In 1933 a plan of development providing for a population of 250,000 was worked out by a special commission appointed by a government committee, in collaboration with the municipal authorities. By 1939 the population had grown to over 120,000.

Gdynia during World War II (1939–1945) 

During the German invasion of Poland, which started World War II in September 1939, Gdynia was the site of fierce Polish defense. On 13 September 1939, the Germans carried out first arrests of local Poles in the southern part of the city, while the Polish defense was still ongoing in the northern part. On 14 September 1939, the Germans captured the entire city, and then occupied it until 1945. On 15–16 September, the Germans carried out further mass arrests of 7,000 Poles, while Polish soldiers still fought in nearby Kępa Oksywska. The German police surrounded the city and carried out mass searches of weapons. Arrested Poles were held and interrogated in churches, cinemas and halls, and then around 3,000 people were released until 18 September. The occupiers established several prisons and camps for Polish people, who were afterwards either deported to concentration camps or executed. Some Poles from Gdynia were executed by the Germans near Starogard Gdański in September 1939. In October and November 1939, the Germans carried out public executions of 52 Poles, including activists, bank directors and priests, in various parts of the city. In November 1939, the occupiers also murdered hundreds of Poles from Gdynia during the massacres in Piaśnica committed nearby as part of the Intelligenzaktion. Among the victims were policemen, officials, civil defenders of Gdynia, judges, court employees, the director and employees of the National Bank of Poland, merchants, priests, school principals, teachers, and students of local high schools.
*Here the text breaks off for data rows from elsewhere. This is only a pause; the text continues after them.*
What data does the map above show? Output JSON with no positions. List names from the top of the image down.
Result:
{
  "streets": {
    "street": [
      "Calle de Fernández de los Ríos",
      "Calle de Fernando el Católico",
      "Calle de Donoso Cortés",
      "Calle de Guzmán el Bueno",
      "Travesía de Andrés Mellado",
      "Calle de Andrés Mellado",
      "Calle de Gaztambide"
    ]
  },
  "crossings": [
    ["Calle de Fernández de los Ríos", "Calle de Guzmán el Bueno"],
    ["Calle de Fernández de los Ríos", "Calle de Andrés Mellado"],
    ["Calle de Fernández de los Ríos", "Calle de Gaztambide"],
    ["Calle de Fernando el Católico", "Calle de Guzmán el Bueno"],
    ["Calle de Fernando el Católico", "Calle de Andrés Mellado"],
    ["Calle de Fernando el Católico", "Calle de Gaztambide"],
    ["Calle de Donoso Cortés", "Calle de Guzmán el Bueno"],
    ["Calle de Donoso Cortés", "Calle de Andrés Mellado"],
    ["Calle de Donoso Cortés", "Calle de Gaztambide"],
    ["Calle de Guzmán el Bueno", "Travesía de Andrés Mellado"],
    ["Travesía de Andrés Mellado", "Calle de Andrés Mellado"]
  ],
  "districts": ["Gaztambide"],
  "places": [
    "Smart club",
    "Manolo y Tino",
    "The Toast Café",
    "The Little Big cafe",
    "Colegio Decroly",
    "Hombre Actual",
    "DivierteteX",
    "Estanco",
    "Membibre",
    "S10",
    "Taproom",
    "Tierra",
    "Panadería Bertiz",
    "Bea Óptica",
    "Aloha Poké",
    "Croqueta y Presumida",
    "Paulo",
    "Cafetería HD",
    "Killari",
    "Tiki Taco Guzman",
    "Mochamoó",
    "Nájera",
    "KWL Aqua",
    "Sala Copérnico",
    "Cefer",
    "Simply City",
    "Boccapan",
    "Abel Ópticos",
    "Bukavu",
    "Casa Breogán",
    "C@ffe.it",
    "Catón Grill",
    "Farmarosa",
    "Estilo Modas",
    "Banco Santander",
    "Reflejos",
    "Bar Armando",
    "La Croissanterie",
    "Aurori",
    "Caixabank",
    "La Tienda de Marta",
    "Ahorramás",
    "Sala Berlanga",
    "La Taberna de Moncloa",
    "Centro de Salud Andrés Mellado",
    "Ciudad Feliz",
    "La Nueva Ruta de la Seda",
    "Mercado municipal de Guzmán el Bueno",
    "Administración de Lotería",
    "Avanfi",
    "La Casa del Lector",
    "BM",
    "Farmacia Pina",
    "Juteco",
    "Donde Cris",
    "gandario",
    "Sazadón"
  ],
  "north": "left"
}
On the night of 10–11 November, the German security police carried out mass arrests of over 1,500 Poles in the Obłuże district, and then murdered 23 young men aged 16–20, in retaliation for breaking windows at the headquarters of the German security police. On 11 November, a German gendarme shot and killed two Polish boys who were collecting Polish books from the street, which were thrown out of the windows by new German settlers in the Oksywie district. The Germans renamed the city to Gotenhafen after the Goths, an ancient Germanic tribe, who had lived in the area. 10 Poles from Gdynia were also murdered by the Russians in the large Katyn massacre in April–May 1940.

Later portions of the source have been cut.